I Agree with Mac and JAB


----------



## swordsman (Mar 27, 2011)

ok, i agree. for tactical operations its a bit too much of a dragon.
for a single acting ipsc rifle shooter it works fine.
how about the JP bennie cooley tactical compensator -> http://www.jprifles.com/1.4.3_tre.php ?


----------



## Diamondback 2/2 (Mar 27, 2011)

swordsman said:


> ok, i agree. for tactical operations its a bit too much of a dragon.
> for a single acting ipsc rifle shooter it works fine.
> how about the JP bennie cooley tactical compensator -> http://www.jprifles.com/1.4.3_tre.php ?
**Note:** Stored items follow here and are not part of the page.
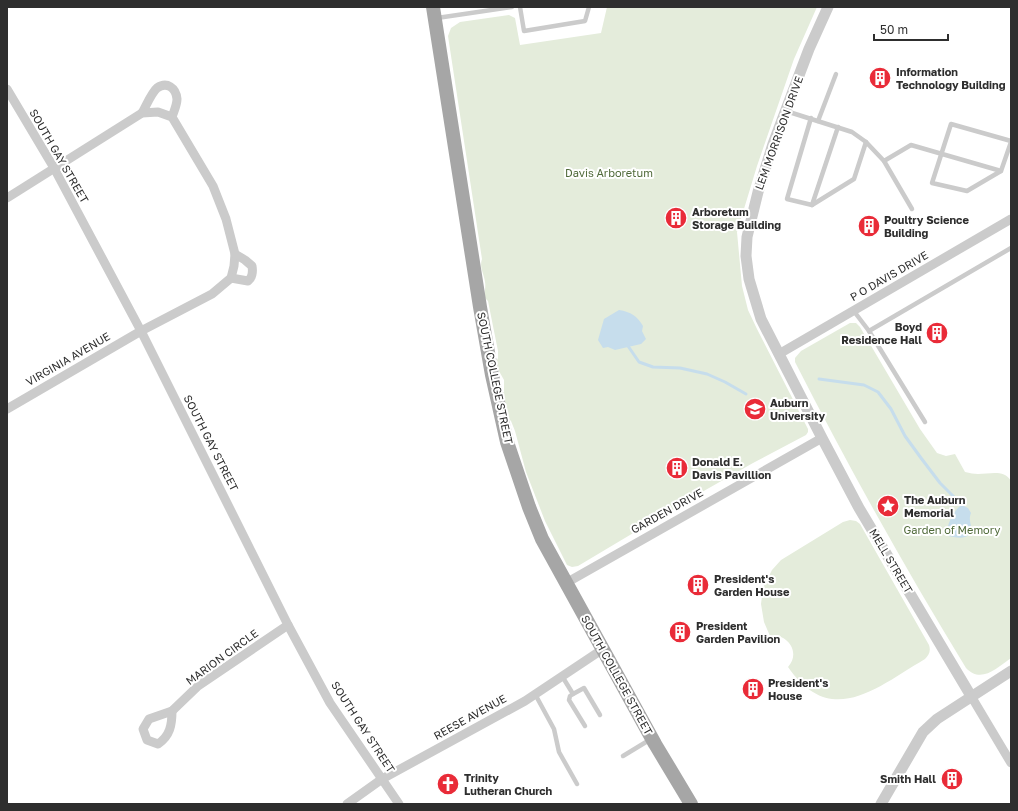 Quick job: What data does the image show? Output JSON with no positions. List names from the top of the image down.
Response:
{
  "streets": {
    "main road": ["SOUTH COLLEGE STREET"],
    "street": [
      "LEM MORRISON DRIVE",
      "SOUTH GAY STREET",
      "P O DAVIS DRIVE",
      "VIRGINIA AVENUE",
      "GARDEN DRIVE",
      "MELL STREET",
      "MARION CIRCLE",
      "REESE AVENUE"
    ]
  },
  "crossings": [
    ["LEM MORRISON DRIVE", "P O DAVIS DRIVE"],
    ["LEM MORRISON DRIVE", "MELL STREET"],
    ["SOUTH GAY STREET", "VIRGINIA AVENUE"],
    ["SOUTH GAY STREET", "MARION CIRCLE"],
    ["SOUTH GAY STREET", "REESE AVENUE"],
    ["P O DAVIS DRIVE", "MELL STREET"],
    ["SOUTH COLLEGE STREET", "GARDEN DRIVE"],
    ["SOUTH COLLEGE STREET", "REESE AVENUE"],
    ["GARDEN DRIVE", "MELL STREET"]
  ],
  "parks": ["Davis Arboretum", "Garden of Memory"],
  "places": {
    "building": [
      "Information Technology Building",
      "Arboretum Storage Building",
      "Poultry Science Building",
      "Boyd Residence Hall",
      "Donald E. Davis Pavillion",
      "President's Garden House",
      "President Garden Pavilion",
      "President's House",
      "Smith Hall"
    ],
    "school or university": ["Auburn University"],
    "place": ["The Auburn Memorial"],
    "church": ["Trinity Lutheran Church"]
  },
  "scale_bar": "50 m"
}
If you are shooting comps and you’re looking for a break to drop recoil, then I can see the benefit. I use the YHM break for my comp AR 15, no muzzle rise and I think it cost me $45. Two things you can look to do, is adding weight to the weapon and reduce recoil through breaks, heavy buffers and body positioning.


----------



## AWP (Mar 28, 2011)

Seajack, what is your purpose for the rifle? Competition is different than a battle rifle.

I have an SJC Titan on my USPSA Limited gun and highly recommend them. JP's is solid, the Jerry Miculek comp is good, plus there's another which escapes me at the moment. My Titan is awesome but I wouldn't clear a room with a it.


----------



## Seajack (Apr 23, 2011)

Just competitions. Maybe varmint hunting, but that's the extent.

Sorry for the late reply, forgot about this since I haven't been able to shoot much.


----------



## AWP (Apr 23, 2011)

Competitions? The SJC Titan, the PRI MSTN QC Brake, the JP Tactical Brake, and the Battle Comp 1.0 or 1.5 would be my choices in no particular order with the BattleComp more "range" friendly because it doesn't have the wicked blast from the side that the others do.


----------